This mechanism is used by other projects that use client-go controllers, for example [istio](https://github.com/istio/istio/blob/1.16.0/pilot/pkg/status/distribution/state.go#L100-L103).
The same filtering mechanism is [also available for cert-manager.io resources](https://github.com/cert-manager/cert-manager/blob/v1.10.1/pkg/client/informers/externalversions/factory.go#L63-L69). We shouldn't need to filter what cert-manager.io resoruces we watch though.
This mechanism seems the most straightforward to use, but currently we don't have a way to identify all resources (secrets) we need to watch using a label or field selector, see [###Secrets].
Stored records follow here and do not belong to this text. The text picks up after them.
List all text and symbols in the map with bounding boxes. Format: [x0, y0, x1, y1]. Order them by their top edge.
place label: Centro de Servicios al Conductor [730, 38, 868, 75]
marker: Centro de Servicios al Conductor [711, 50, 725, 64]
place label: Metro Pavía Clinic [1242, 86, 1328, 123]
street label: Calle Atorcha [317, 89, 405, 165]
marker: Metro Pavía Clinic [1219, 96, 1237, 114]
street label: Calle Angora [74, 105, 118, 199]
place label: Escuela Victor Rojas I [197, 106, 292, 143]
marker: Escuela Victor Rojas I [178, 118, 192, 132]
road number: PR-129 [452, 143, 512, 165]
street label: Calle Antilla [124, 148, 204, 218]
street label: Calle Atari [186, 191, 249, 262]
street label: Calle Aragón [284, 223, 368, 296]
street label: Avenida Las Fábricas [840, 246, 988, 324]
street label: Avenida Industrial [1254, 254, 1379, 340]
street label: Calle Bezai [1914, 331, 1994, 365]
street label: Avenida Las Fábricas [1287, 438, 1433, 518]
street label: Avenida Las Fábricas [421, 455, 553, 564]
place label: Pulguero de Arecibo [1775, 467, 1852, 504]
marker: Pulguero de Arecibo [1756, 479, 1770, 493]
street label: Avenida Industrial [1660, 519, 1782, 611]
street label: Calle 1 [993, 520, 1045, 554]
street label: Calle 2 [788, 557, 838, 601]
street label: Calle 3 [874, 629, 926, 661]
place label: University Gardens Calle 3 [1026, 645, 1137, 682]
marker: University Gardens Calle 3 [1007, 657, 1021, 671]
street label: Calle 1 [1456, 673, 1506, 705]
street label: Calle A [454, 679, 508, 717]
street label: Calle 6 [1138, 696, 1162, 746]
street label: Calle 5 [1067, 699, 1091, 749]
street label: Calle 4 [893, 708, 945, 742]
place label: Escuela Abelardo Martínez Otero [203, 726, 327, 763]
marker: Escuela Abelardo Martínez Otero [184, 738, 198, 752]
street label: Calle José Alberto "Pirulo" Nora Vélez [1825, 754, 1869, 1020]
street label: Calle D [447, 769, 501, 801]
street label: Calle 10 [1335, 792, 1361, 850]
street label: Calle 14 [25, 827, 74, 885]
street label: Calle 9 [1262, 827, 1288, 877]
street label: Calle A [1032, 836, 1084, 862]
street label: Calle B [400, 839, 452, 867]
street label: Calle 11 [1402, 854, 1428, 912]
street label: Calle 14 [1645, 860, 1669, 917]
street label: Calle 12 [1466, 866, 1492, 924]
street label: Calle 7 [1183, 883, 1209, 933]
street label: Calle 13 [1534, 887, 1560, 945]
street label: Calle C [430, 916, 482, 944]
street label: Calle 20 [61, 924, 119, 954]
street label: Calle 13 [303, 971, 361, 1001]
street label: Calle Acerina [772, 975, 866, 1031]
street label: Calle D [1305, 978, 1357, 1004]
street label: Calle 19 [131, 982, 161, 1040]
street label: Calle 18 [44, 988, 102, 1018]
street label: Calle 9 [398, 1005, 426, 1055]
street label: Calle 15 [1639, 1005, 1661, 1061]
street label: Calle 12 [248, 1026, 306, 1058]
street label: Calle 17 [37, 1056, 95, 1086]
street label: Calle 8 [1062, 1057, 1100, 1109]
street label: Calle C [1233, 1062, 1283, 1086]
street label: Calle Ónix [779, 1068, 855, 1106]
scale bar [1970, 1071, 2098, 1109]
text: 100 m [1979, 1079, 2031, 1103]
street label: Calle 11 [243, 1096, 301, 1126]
##### Partial object metadata
Caching only metadata for a given object. This mechanism relies on making list and watch calls against kube apiserver with a `PartialObjectMetadata` header. The apiserver then returns [PartialObjectMetadata](https://github.com/kubernetes/apimachinery/blob/v0.26.0/pkg/apis/meta/v1/types.go#L1425-L1447) instead of an object of a concrete type such as a `Secret`. The `PartialObjectMetadata` only contains the metadata and type information of the object.
To use this mechanism to ensure that metadata only is being cached for a particular resource type that triggers a reconcile, `ListerWatcher` of the informer for that type needs to use a client that knows how to make calls with `PartialObjectMetadata` header. Also if the reconcile loop can only retrieve `PartialObjectMetadata` types from cache.
client-go has a [metadata only client](https://github.com/kubernetes/client-go/blob/v0.25.5/metadata/metadata.go#L85-L99) that can be used to get, list and watch with `PartialObjectMetadata`. client-go also has a [metadata informer](https://github.com/kubernetes/client-go/blob/v0.25.5/metadata/metadatainformer/informer.go#L118-L142) that uses the metadata only client to list and watch resources. This informer implements the same [SharedIndexInformer interface](https://github.com/kubernetes/client-go/blob/v0.26.0/tools/cache/shared_informer.go#L219) as the core and cert-manager.io informers that we use currently, so it would fit our existing controller setup.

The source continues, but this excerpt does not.